§ Task directions: The entries below are to be given back exactly, with images excluded.

§ Extracted information:
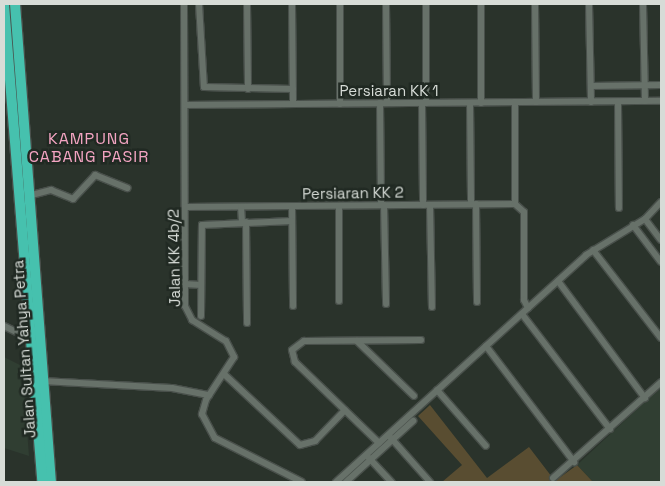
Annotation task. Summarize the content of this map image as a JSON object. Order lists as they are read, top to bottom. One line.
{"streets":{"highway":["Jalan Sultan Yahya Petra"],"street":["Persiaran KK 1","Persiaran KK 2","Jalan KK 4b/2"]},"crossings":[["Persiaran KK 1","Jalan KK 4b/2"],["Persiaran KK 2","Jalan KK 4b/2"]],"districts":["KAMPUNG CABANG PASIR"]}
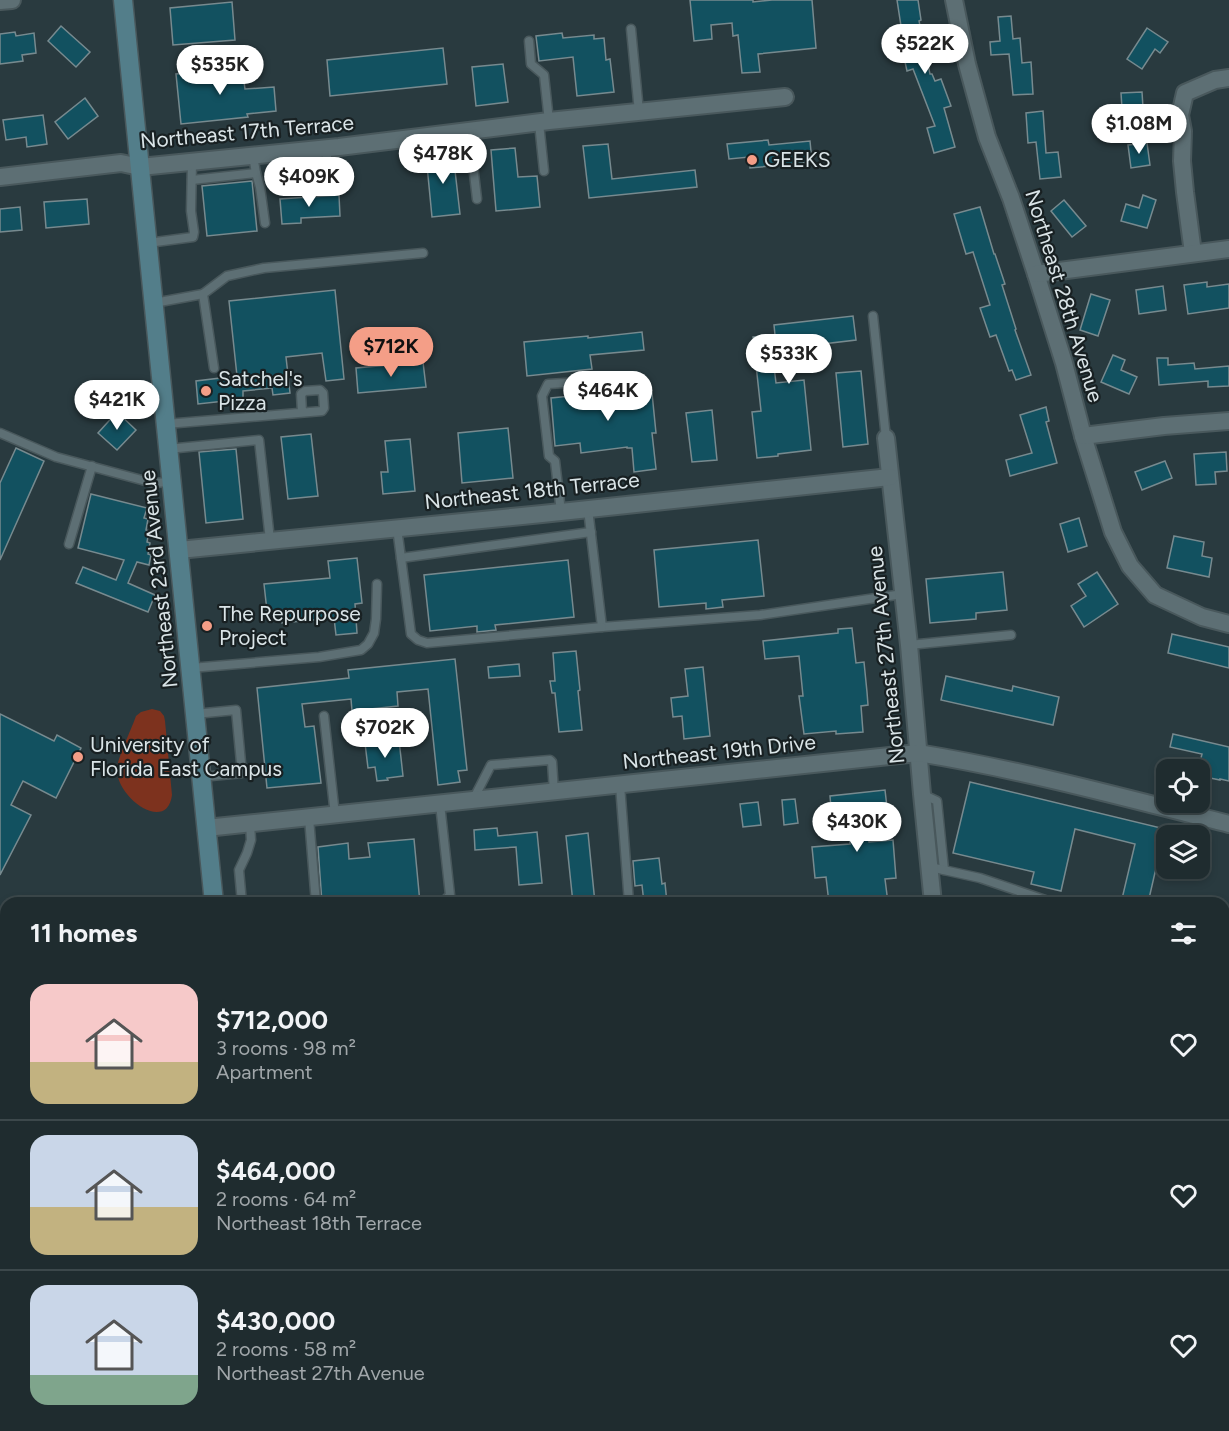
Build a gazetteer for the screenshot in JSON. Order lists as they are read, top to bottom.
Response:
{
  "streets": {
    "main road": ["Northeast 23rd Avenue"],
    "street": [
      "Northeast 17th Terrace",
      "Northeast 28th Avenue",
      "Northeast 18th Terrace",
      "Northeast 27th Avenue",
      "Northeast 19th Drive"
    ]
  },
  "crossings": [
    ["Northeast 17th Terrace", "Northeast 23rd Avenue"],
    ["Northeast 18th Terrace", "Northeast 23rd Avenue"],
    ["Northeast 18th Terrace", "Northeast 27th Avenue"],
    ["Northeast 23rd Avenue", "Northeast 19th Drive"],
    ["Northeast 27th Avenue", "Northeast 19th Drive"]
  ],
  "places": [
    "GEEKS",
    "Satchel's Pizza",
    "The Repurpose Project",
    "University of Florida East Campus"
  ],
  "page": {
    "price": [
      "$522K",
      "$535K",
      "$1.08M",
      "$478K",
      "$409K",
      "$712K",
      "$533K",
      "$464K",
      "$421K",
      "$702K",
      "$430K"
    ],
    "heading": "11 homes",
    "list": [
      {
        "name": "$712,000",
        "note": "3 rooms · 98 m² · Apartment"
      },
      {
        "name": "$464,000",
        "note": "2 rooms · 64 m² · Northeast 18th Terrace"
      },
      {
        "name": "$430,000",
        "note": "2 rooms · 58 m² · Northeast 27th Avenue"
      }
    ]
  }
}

§ Task answer:
Annotation task. Summarize the content of this map image as a JSON object. Order lists as they are read, top to bottom. One line.
{"streets":{"highway":["Jalan Sultan Yahya Petra"],"street":["Persiaran KK 1","Persiaran KK 2","Jalan KK 4b/2"]},"crossings":[["Persiaran KK 1","Jalan KK 4b/2"],["Persiaran KK 2","Jalan KK 4b/2"]],"districts":["KAMPUNG CABANG PASIR"]}
Build a gazetteer for the screenshot in JSON. Order lists as they are read, top to bottom.
Response:
{
  "streets": {
    "main road": ["Northeast 23rd Avenue"],
    "street": [
      "Northeast 17th Terrace",
      "Northeast 28th Avenue",
      "Northeast 18th Terrace",
      "Northeast 27th Avenue",
      "Northeast 19th Drive"
    ]
  },
  "crossings": [
    ["Northeast 17th Terrace", "Northeast 23rd Avenue"],
    ["Northeast 18th Terrace", "Northeast 23rd Avenue"],
    ["Northeast 18th Terrace", "Northeast 27th Avenue"],
    ["Northeast 23rd Avenue", "Northeast 19th Drive"],
    ["Northeast 27th Avenue", "Northeast 19th Drive"]
  ],
  "places": [
    "GEEKS",
    "Satchel's Pizza",
    "The Repurpose Project",
    "University of Florida East Campus"
  ],
  "page": {
    "price": [
      "$522K",
      "$535K",
      "$1.08M",
      "$478K",
      "$409K",
      "$712K",
      "$533K",
      "$464K",
      "$421K",
      "$702K",
      "$430K"
    ],
    "heading": "11 homes",
    "list": [
      {
        "name": "$712,000",
        "note": "3 rooms · 98 m² · Apartment"
      },
      {
        "name": "$464,000",
        "note": "2 rooms · 64 m² · Northeast 18th Terrace"
      },
      {
        "name": "$430,000",
        "note": "2 rooms · 58 m² · Northeast 27th Avenue"
      }
    ]
  }
}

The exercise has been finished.